§ Task item: For the word "circle", search the records and show each line in which it occurs.

::: Working data

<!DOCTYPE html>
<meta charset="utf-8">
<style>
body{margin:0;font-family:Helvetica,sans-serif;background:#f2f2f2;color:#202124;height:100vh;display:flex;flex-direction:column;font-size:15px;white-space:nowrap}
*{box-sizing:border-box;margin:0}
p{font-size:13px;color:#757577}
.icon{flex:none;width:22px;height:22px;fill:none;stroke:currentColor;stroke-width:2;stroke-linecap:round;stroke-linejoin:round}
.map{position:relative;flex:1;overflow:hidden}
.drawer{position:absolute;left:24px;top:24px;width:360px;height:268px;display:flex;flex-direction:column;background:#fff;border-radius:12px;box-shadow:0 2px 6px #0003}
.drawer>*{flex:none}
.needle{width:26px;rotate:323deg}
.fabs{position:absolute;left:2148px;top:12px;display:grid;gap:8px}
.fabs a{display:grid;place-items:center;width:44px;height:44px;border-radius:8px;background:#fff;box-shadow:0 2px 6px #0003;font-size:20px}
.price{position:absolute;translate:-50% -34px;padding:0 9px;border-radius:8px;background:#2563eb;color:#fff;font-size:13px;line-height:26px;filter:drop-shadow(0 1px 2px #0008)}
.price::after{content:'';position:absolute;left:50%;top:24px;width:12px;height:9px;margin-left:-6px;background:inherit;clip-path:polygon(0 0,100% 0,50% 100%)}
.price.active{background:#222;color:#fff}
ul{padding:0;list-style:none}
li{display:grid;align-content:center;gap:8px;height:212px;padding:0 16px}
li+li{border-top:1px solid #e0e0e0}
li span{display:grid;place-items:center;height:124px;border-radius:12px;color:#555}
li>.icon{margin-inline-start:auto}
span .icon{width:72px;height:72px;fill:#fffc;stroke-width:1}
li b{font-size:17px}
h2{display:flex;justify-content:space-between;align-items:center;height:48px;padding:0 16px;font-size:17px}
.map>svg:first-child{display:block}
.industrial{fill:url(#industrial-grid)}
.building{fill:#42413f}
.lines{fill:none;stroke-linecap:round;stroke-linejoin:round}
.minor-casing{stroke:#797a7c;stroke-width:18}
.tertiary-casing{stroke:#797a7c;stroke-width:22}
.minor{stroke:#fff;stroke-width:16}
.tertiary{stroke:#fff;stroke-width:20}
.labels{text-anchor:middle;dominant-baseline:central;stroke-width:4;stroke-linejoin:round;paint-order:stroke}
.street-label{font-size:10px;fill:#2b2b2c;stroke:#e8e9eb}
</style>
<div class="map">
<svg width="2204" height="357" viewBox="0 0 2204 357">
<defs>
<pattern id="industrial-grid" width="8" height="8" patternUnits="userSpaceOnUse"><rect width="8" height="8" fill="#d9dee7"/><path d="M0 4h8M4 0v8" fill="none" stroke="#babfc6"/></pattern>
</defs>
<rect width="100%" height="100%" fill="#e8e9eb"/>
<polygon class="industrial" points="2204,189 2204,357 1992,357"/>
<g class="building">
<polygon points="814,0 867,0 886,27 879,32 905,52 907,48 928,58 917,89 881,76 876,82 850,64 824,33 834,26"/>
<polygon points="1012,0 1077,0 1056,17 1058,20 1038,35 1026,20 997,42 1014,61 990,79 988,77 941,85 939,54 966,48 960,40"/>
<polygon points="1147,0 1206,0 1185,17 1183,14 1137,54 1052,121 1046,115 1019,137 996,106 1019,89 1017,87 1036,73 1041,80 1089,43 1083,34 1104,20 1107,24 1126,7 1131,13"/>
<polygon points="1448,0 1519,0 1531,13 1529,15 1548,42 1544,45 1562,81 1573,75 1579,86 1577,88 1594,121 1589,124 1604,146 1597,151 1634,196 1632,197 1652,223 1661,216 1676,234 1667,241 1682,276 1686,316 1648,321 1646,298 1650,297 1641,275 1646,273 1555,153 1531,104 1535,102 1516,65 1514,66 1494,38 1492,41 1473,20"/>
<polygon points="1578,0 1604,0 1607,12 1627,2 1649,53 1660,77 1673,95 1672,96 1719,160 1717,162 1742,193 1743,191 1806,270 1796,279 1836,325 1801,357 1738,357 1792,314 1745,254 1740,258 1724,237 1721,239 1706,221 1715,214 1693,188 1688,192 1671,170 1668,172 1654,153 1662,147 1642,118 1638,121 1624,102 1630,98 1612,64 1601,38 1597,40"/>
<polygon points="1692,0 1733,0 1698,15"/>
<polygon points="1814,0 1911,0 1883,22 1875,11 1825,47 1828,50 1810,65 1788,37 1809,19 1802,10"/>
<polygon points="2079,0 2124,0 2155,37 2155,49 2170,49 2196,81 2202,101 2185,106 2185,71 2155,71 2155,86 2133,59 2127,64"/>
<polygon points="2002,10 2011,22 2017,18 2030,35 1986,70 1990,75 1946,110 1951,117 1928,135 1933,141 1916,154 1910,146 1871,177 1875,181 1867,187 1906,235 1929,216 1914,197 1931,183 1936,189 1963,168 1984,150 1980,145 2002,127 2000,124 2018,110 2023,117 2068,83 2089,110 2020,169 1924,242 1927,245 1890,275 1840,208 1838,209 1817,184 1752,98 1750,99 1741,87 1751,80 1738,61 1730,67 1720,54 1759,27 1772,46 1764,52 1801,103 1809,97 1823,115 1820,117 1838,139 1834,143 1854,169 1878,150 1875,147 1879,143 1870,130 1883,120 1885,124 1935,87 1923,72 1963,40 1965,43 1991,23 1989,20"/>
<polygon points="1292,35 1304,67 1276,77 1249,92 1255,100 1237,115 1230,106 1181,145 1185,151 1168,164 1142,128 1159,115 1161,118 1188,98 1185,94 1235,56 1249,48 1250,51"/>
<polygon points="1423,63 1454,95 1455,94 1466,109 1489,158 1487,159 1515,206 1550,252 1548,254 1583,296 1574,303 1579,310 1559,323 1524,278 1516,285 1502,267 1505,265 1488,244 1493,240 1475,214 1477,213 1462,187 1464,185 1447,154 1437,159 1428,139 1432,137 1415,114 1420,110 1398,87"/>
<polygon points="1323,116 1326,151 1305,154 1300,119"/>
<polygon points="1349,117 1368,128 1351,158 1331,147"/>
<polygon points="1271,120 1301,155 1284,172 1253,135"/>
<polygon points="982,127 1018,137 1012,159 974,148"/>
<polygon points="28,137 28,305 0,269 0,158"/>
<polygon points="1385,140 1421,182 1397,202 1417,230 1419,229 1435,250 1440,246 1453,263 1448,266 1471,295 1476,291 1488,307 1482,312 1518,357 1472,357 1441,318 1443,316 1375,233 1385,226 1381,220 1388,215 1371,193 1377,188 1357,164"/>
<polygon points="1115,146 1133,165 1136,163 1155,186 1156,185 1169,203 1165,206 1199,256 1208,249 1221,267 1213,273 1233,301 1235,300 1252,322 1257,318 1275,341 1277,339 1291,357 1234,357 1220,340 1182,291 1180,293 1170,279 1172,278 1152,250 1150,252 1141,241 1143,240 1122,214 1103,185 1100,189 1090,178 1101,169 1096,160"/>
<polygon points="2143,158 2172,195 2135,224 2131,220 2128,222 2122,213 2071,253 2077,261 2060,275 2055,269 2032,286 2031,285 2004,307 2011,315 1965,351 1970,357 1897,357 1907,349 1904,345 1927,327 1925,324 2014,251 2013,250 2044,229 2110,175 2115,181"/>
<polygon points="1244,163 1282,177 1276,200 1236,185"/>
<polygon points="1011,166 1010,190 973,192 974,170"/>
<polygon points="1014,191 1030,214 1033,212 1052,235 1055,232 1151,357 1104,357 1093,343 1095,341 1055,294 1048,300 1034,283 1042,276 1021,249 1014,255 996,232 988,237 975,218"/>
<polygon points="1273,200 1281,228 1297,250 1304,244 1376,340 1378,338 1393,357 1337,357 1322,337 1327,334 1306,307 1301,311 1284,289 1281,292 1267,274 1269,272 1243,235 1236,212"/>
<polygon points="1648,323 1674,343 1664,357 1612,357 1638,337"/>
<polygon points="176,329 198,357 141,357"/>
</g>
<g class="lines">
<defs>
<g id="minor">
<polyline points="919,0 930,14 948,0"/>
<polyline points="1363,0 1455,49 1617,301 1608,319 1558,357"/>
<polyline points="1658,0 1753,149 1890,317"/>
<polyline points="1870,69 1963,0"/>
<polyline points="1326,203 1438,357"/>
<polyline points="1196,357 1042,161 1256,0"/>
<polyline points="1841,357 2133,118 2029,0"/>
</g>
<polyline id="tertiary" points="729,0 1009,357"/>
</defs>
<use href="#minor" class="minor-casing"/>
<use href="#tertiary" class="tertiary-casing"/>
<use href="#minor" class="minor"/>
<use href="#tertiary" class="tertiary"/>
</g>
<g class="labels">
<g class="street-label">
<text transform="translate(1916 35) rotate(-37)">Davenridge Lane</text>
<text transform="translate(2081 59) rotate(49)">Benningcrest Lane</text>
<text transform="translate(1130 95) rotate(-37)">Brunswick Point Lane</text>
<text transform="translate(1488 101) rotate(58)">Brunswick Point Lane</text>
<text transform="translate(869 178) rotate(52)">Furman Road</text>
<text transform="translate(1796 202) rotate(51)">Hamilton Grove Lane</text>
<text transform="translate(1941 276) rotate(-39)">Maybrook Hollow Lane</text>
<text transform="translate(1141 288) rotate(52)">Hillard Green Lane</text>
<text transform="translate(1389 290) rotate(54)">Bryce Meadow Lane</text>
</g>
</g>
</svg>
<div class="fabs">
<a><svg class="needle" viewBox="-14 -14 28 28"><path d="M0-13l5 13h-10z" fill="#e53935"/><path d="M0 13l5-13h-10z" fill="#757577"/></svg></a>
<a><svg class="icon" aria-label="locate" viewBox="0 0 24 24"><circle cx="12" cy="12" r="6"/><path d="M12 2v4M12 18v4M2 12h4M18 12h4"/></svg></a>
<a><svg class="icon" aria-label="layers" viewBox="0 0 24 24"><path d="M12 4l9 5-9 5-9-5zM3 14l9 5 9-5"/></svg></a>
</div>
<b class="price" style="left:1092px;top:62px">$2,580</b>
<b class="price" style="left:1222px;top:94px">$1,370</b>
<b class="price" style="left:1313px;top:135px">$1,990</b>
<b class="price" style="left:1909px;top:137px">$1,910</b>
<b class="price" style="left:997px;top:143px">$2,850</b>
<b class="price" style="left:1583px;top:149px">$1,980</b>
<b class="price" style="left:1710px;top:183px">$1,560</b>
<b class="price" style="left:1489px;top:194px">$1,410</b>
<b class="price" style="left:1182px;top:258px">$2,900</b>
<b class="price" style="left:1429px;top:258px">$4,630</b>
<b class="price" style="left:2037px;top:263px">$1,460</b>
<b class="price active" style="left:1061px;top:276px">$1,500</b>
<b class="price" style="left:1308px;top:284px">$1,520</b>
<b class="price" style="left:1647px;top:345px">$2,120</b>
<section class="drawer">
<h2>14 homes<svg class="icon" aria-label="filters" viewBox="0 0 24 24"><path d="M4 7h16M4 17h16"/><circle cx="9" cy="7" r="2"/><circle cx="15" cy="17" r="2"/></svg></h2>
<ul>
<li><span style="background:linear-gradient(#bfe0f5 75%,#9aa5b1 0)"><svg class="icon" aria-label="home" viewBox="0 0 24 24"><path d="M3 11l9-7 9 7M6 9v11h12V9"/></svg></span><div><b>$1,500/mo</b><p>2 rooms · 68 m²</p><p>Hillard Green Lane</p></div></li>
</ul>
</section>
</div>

::::::

§ Output of the exercise:
<a><svg class="icon" aria-label="locate" viewBox="0 0 24 24"><circle cx="12" cy="12" r="6"/><path d="M12 2v4M12 18v4M2 12h4M18 12h4"/></svg></a>
<h2>14 homes<svg class="icon" aria-label="filters" viewBox="0 0 24 24"><path d="M4 7h16M4 17h16"/><circle cx="9" cy="7" r="2"/><circle cx="15" cy="17" r="2"/></svg></h2>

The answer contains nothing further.